Constructive criticism is fine, healthy even! You know the type: they tell you there’s a typo in your presentation, but still get the message you were trying to communicate. On the other hand, some people are so relentlessly negative that they can suck the joy out of life. No matter what happy news you might have, they are guaranteed to find the cloud to fit your silver lining.
Just got a promotion? They’ll tell you how burned out you will be.
Just had a baby? They’ll tell you about the sleepless nights, endless worry, and the cost of college.
There is no escaping critical people, but there are ways of handling them when you have to deal with them.
Here are 6 strategies you can use to deal with hypercritical people.
It’s a safe bet that it's not you, it's them. Some people hug their negativity around them like a security blanket, and that colors their view of the world. They criticize everything because that suits them. Watch how they treat other people. It’s guaranteed they criticize everybody, not just you.

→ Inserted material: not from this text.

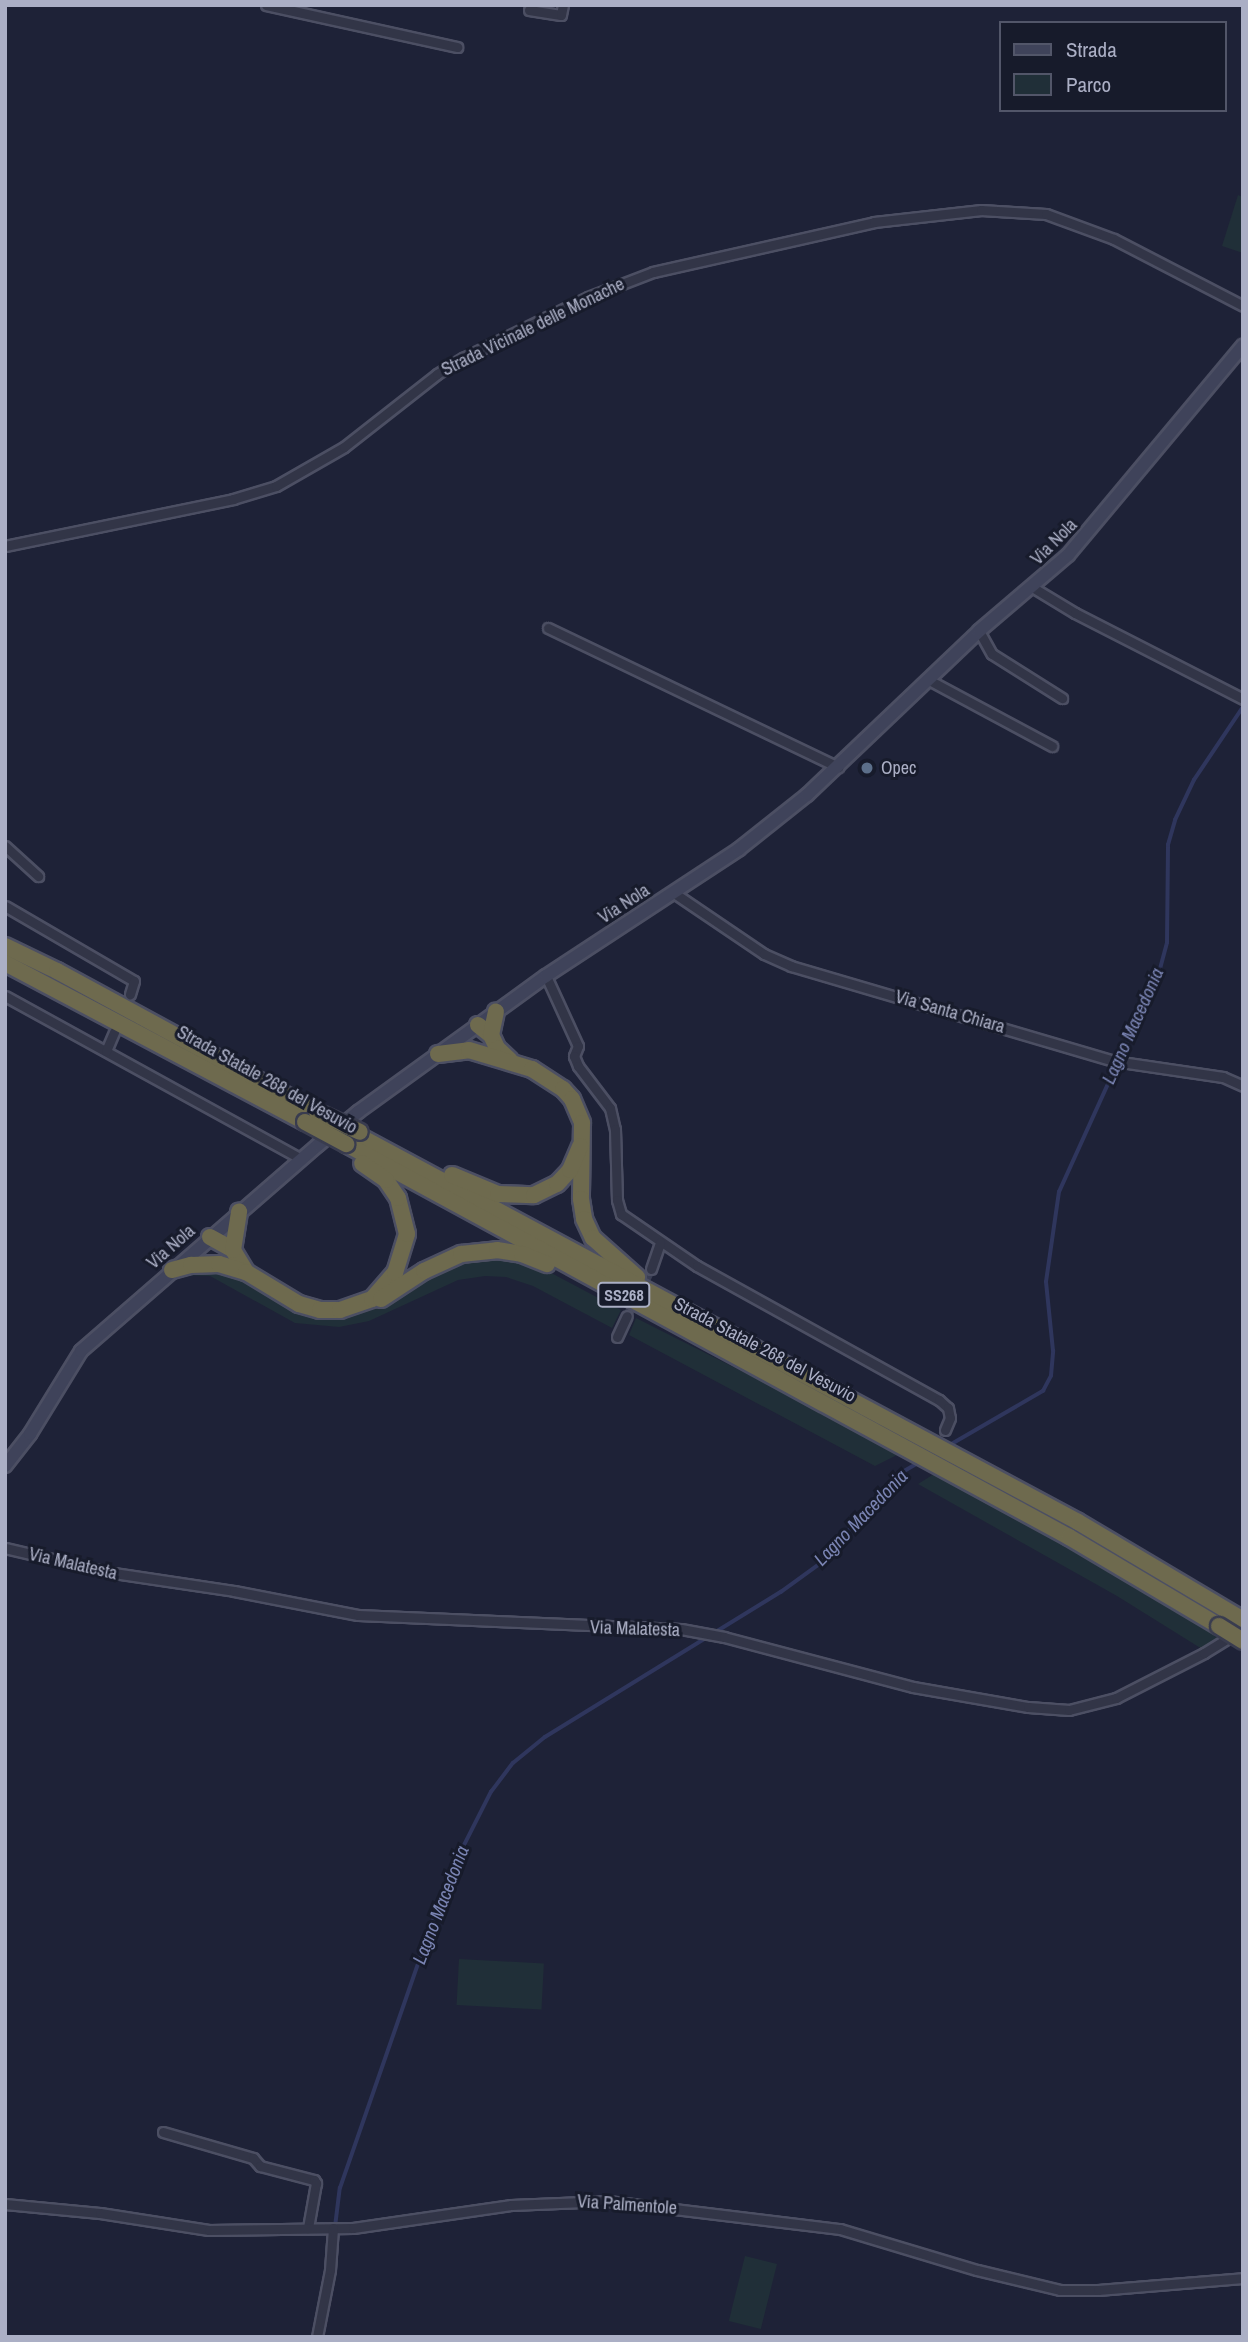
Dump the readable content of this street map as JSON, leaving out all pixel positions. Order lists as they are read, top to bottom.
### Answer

I’ve written about this before, but the human brain is wired for negativity because it helped keep us alive in our evolution. If I didn’t know whether this plant was poisonous, it was safer for me to assume it was and not eat it. Same goes with people. If I didn’t know the person approaching me, it kept me alive to assume he was a threat and behave accordingly.

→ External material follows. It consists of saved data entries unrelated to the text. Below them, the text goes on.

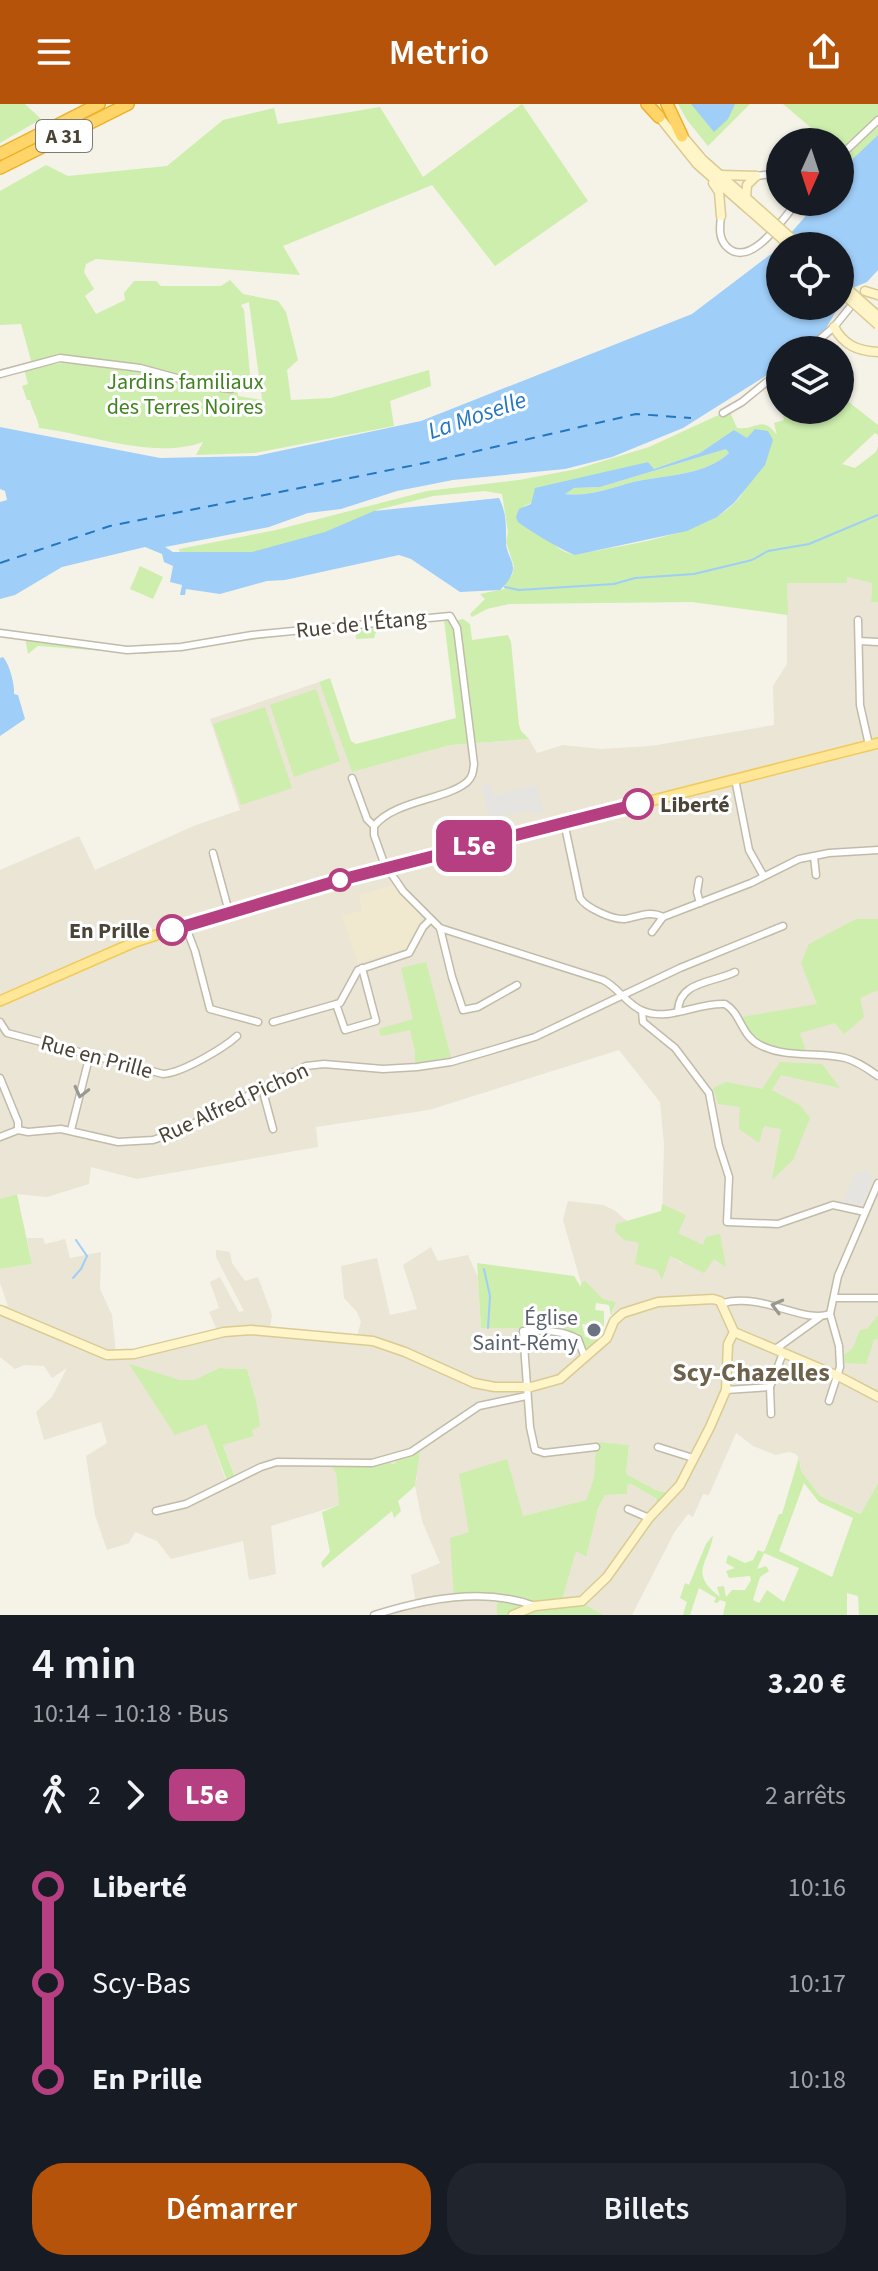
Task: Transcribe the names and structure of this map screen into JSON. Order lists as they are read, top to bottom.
{
  "streets": {
    "highway": ["A 31"],
    "street": ["Rue de l'Étang", "Rue en Prille", "Rue Alfred Pichon"]
  },
  "districts": ["Scy-Chazelles"],
  "water": ["La Moselle"],
  "parks": ["Jardins familiaux des Terres Noires"],
  "places": ["Liberté", "En Prille", "Église Saint-Rémy"],
  "lines": ["bus line L5e"],
  "north": "bottom",
  "page": {
    "header": "Metrio",
    "on_map": "L5e",
    "heading": ["4 min", "10:14 – 10:18 · Bus", "3.20 €"],
    "legs": ["2", "L5e", "2 arrêts"],
    "list": [
      {
        "name": "Liberté",
        "value": "10:16"
      },
      {
        "name": "Scy-Bas",
        "value": "10:17"
      },
      {
        "name": "En Prille",
        "value": "10:18"
      }
    ],
    "buttons": ["Démarrer", "Billets"]
  }
}
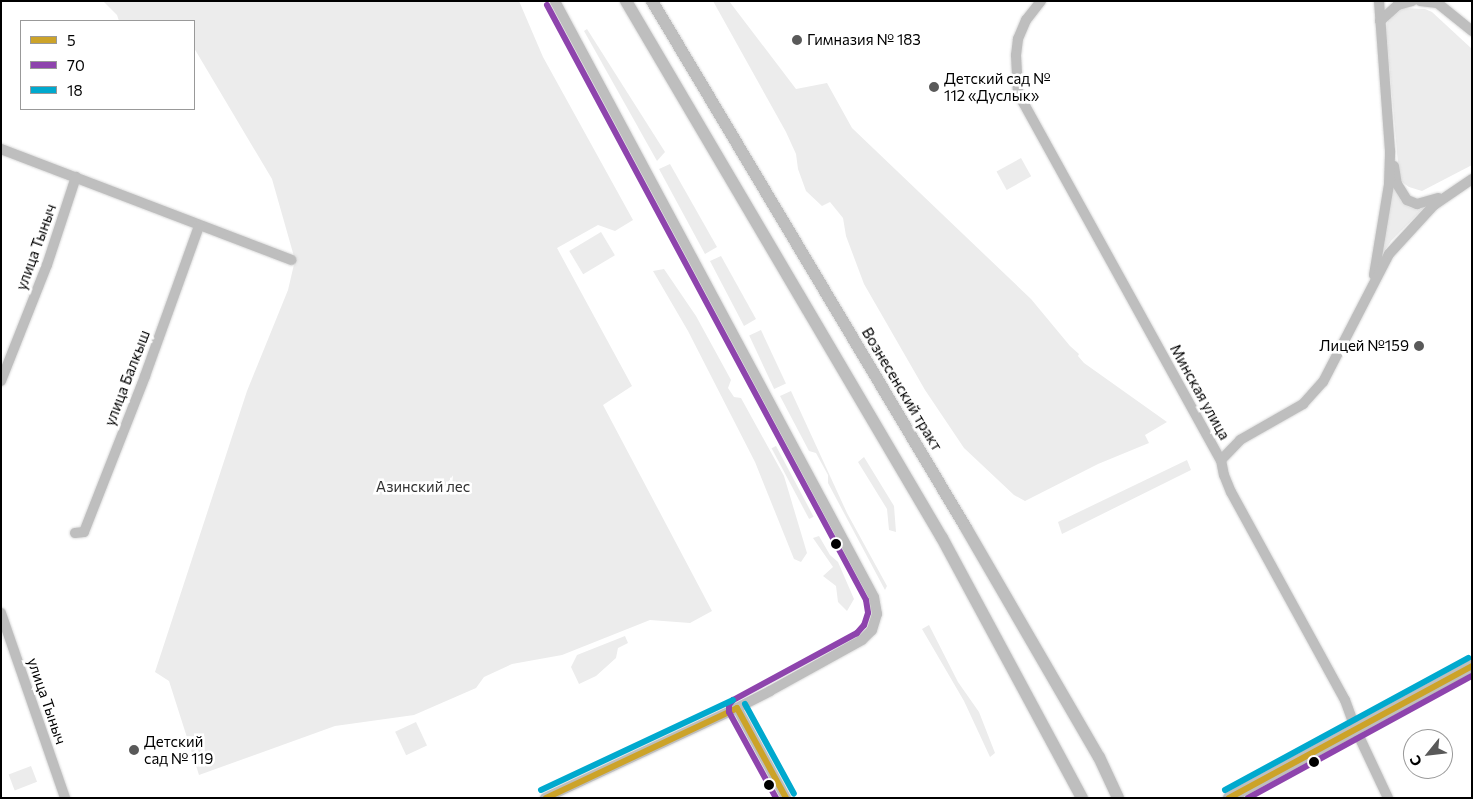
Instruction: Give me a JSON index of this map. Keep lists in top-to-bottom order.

Since this negativity bias is hard-wired into our brain, we have to consciously work to overcome it in our modern society.

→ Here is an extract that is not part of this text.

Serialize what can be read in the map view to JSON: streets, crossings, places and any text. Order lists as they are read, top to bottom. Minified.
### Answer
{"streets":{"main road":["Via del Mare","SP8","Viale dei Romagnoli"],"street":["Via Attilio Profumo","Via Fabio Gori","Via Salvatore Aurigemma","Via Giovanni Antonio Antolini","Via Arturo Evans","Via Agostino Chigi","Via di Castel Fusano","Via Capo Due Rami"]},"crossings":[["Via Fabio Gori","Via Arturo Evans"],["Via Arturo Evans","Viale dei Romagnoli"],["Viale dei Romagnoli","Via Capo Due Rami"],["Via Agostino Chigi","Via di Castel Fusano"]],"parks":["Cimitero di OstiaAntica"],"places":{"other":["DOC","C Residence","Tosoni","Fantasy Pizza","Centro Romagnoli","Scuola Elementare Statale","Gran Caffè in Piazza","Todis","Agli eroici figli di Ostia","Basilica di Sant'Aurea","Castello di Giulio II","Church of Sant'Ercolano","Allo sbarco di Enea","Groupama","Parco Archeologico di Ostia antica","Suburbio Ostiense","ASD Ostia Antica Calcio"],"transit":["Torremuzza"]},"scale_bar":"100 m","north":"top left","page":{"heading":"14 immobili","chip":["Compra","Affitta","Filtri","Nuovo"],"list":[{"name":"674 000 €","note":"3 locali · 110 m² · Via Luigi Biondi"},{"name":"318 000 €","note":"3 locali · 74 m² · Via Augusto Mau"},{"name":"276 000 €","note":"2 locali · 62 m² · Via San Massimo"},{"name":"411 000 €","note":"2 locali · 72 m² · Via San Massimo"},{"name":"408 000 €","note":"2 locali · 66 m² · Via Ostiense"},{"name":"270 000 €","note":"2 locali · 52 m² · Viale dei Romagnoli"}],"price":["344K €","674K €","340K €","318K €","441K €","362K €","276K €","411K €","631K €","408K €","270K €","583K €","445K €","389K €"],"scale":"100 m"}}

Some people are further along that journey than others. Recognizing that and not taking their criticism so personally can get you through the conversation and on to happier thoughts.
Is the person obscuring the message? Maybe your critical colleague or friend is tactless, or bad at expressing themselves rather than being mean. Try to see past the messenger to understand what is really being said. Otherwise, you might miss out on some valuable advice.
There actually is a personality type that naturally appreciates competence in people and feels like they are helping people by pointing out flaws. If they don’t have self-awareness around this trait, then the message can come across quite critical.
What I’ve found, though, is that this type of person also wants to be seen as very competent, so they actually don’t take criticism very well themselves! So, if your strategy is to “give them a taste of their own medicine”, beware!
You can decide to take critical feedback on its own merit: as a source of honest feedback. At least with hypercritical people what you see is what you get! If you can see past the blunt delivery, you may be able to find a kernel of truth that can improve the way you do things.
This can be difficult and I certainly hear a lot of “it isn’t what he said, it’s how he said it!”
Sometimes, for our own mental health, it needs to be taken as only what he said.
Criticism never feels good. Try to read your own discomfort as another source of information about what is being said. Does the negative feedback trigger a recognition deep within you? Maybe it subconsciously reminds you of a past event, but maybe there’s a ring of truth in the criticism. Sit with your discomfort and see what it’s telling you.
If you thought the previous one was uncomfortable, this one can make you squirm! Sit with discomfort?!? No way!
Sometimes, though, someone points out something that we already know about ourselves but thought we were hiding it so well. Or we thought we overcame that little idiosyncrasy ages ago.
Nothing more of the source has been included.